__Directions for this task__: From the line with "Please mark all labels, symbols" to the line with "Please mark all labels, markers", retype every line exactly, including those two, and leave out the rest of the data below.
====== Study material
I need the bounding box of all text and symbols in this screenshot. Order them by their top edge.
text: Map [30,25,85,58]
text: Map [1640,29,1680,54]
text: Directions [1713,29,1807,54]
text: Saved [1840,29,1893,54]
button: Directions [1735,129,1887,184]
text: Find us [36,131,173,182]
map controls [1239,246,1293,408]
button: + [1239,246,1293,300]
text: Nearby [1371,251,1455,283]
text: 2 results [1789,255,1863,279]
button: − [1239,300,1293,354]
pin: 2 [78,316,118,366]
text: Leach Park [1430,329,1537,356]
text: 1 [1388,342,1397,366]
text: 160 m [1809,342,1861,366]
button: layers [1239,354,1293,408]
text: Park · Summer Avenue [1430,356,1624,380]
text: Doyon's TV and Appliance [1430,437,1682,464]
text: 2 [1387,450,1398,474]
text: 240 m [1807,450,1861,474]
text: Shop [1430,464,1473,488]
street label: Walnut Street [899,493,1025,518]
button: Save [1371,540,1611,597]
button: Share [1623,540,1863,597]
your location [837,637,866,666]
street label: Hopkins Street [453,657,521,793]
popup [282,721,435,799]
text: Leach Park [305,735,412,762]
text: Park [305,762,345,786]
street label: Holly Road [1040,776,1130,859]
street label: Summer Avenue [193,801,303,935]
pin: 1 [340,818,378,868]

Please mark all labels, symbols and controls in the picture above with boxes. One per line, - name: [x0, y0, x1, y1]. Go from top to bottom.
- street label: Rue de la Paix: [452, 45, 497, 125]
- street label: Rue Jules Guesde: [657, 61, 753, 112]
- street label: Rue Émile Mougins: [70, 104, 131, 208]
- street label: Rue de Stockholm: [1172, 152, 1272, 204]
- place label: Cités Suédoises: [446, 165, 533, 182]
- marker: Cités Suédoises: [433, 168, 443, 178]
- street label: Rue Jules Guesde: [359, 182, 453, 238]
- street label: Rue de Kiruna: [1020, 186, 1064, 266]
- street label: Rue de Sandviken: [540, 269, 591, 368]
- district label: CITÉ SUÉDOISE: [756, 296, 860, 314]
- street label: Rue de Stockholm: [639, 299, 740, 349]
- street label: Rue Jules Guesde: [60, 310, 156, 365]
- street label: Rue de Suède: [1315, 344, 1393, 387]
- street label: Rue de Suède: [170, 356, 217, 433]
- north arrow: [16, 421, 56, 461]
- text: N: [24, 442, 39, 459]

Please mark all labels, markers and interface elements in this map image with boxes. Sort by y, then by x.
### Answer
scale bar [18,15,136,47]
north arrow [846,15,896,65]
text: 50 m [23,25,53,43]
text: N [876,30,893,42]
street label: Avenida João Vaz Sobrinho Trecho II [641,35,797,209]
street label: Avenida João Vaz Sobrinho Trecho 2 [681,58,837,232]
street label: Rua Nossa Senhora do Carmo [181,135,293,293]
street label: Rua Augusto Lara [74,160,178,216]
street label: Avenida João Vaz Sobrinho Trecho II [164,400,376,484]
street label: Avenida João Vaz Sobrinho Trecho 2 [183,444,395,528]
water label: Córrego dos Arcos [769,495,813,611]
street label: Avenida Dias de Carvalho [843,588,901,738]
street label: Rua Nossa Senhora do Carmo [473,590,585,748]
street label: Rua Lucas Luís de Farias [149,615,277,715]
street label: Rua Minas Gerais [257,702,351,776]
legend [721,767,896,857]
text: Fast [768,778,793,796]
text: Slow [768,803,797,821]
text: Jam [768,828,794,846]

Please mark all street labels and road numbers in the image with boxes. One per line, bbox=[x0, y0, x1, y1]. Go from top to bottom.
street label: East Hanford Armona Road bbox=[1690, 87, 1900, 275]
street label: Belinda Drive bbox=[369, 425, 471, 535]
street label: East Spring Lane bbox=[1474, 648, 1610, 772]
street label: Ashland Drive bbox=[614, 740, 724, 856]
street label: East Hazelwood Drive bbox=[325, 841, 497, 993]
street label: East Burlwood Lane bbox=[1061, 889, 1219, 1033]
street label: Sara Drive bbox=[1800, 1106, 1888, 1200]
============
__Result below__:
Please mark all labels, symbols and controls in the picture above with boxes. One per line, - name: [x0, y0, x1, y1]. Go from top to bottom.
- street label: Rue de la Paix: [452, 45, 497, 125]
- street label: Rue Jules Guesde: [657, 61, 753, 112]
- street label: Rue Émile Mougins: [70, 104, 131, 208]
- street label: Rue de Stockholm: [1172, 152, 1272, 204]
- place label: Cités Suédoises: [446, 165, 533, 182]
- marker: Cités Suédoises: [433, 168, 443, 178]
- street label: Rue Jules Guesde: [359, 182, 453, 238]
- street label: Rue de Kiruna: [1020, 186, 1064, 266]
- street label: Rue de Sandviken: [540, 269, 591, 368]
- district label: CITÉ SUÉDOISE: [756, 296, 860, 314]
- street label: Rue de Stockholm: [639, 299, 740, 349]
- street label: Rue Jules Guesde: [60, 310, 156, 365]
- street label: Rue de Suède: [1315, 344, 1393, 387]
- street label: Rue de Suède: [170, 356, 217, 433]
- north arrow: [16, 421, 56, 461]
- text: N: [24, 442, 39, 459]

Please mark all labels, markers and interface elements in this map image with boxes. Sort by y, then by x.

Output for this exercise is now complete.